━━ Data for processing

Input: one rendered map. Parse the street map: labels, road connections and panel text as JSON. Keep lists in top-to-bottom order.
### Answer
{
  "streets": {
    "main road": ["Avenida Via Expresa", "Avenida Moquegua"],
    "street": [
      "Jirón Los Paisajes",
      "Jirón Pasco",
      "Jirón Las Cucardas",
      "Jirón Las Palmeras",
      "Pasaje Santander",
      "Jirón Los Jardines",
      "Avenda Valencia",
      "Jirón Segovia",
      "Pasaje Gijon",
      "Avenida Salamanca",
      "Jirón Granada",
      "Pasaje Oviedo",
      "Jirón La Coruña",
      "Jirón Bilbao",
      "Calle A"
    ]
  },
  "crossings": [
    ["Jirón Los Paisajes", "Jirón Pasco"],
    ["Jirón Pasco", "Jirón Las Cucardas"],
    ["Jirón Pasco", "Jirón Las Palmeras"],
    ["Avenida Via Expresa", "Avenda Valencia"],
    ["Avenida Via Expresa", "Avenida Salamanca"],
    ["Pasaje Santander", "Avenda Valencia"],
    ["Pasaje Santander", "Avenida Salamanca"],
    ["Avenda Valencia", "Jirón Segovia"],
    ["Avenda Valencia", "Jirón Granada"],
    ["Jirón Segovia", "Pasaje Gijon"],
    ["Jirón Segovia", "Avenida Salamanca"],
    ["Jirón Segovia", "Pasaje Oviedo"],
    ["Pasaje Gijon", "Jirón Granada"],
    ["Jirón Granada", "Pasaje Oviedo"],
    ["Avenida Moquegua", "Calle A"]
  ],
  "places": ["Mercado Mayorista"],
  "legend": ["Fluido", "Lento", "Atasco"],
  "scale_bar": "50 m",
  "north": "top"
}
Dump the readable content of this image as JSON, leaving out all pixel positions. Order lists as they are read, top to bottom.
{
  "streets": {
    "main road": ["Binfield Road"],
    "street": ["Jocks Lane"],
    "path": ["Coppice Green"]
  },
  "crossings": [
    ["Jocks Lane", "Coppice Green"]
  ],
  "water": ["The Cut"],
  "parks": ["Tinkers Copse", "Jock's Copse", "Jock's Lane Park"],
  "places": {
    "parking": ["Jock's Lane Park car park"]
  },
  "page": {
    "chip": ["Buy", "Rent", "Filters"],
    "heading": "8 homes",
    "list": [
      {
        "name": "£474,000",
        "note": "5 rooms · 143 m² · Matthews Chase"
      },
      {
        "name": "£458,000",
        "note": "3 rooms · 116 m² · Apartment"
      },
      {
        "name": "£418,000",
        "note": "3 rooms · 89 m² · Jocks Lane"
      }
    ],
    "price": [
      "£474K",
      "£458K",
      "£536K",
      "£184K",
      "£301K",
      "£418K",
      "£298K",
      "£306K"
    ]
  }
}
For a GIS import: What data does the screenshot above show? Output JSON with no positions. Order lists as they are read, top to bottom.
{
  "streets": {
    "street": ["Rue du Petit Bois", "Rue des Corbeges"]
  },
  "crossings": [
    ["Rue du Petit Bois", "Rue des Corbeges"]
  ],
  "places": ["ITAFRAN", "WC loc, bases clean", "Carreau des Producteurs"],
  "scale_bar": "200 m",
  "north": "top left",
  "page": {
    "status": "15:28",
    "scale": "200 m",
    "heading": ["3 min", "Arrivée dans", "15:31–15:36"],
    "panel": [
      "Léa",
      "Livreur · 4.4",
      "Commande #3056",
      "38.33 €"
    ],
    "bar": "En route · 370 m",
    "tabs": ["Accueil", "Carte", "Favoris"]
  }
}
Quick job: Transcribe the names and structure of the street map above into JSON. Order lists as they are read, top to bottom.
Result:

━━━━

### Work task:
Go through the records above and write each one out again exactly.

### Answer area:
Input: one rendered map. Parse the street map: labels, road connections and panel text as JSON. Keep lists in top-to-bottom order.
### Answer
{
  "streets": {
    "main road": ["Avenida Via Expresa", "Avenida Moquegua"],
    "street": [
      "Jirón Los Paisajes",
      "Jirón Pasco",
      "Jirón Las Cucardas",
      "Jirón Las Palmeras",
      "Pasaje Santander",
      "Jirón Los Jardines",
      "Avenda Valencia",
      "Jirón Segovia",
      "Pasaje Gijon",
      "Avenida Salamanca",
      "Jirón Granada",
      "Pasaje Oviedo",
      "Jirón La Coruña",
      "Jirón Bilbao",
      "Calle A"
    ]
  },
  "crossings": [
    ["Jirón Los Paisajes", "Jirón Pasco"],
    ["Jirón Pasco", "Jirón Las Cucardas"],
    ["Jirón Pasco", "Jirón Las Palmeras"],
    ["Avenida Via Expresa", "Avenda Valencia"],
    ["Avenida Via Expresa", "Avenida Salamanca"],
    ["Pasaje Santander", "Avenda Valencia"],
    ["Pasaje Santander", "Avenida Salamanca"],
    ["Avenda Valencia", "Jirón Segovia"],
    ["Avenda Valencia", "Jirón Granada"],
    ["Jirón Segovia", "Pasaje Gijon"],
    ["Jirón Segovia", "Avenida Salamanca"],
    ["Jirón Segovia", "Pasaje Oviedo"],
    ["Pasaje Gijon", "Jirón Granada"],
    ["Jirón Granada", "Pasaje Oviedo"],
    ["Avenida Moquegua", "Calle A"]
  ],
  "places": ["Mercado Mayorista"],
  "legend": ["Fluido", "Lento", "Atasco"],
  "scale_bar": "50 m",
  "north": "top"
}
Dump the readable content of this image as JSON, leaving out all pixel positions. Order lists as they are read, top to bottom.
{
  "streets": {
    "main road": ["Binfield Road"],
    "street": ["Jocks Lane"],
    "path": ["Coppice Green"]
  },
  "crossings": [
    ["Jocks Lane", "Coppice Green"]
  ],
  "water": ["The Cut"],
  "parks": ["Tinkers Copse", "Jock's Copse", "Jock's Lane Park"],
  "places": {
    "parking": ["Jock's Lane Park car park"]
  },
  "page": {
    "chip": ["Buy", "Rent", "Filters"],
    "heading": "8 homes",
    "list": [
      {
        "name": "£474,000",
        "note": "5 rooms · 143 m² · Matthews Chase"
      },
      {
        "name": "£458,000",
        "note": "3 rooms · 116 m² · Apartment"
      },
      {
        "name": "£418,000",
        "note": "3 rooms · 89 m² · Jocks Lane"
      }
    ],
    "price": [
      "£474K",
      "£458K",
      "£536K",
      "£184K",
      "£301K",
      "£418K",
      "£298K",
      "£306K"
    ]
  }
}
For a GIS import: What data does the screenshot above show? Output JSON with no positions. Order lists as they are read, top to bottom.
{
  "streets": {
    "street": ["Rue du Petit Bois", "Rue des Corbeges"]
  },
  "crossings": [
    ["Rue du Petit Bois", "Rue des Corbeges"]
  ],
  "places": ["ITAFRAN", "WC loc, bases clean", "Carreau des Producteurs"],
  "scale_bar": "200 m",
  "north": "top left",
  "page": {
    "status": "15:28",
    "scale": "200 m",
    "heading": ["3 min", "Arrivée dans", "15:31–15:36"],
    "panel": [
      "Léa",
      "Livreur · 4.4",
      "Commande #3056",
      "38.33 €"
    ],
    "bar": "En route · 370 m",
    "tabs": ["Accueil", "Carte", "Favoris"]
  }
}
Quick job: Transcribe the names and structure of the street map above into JSON. Order lists as they are read, top to bottom.
Result:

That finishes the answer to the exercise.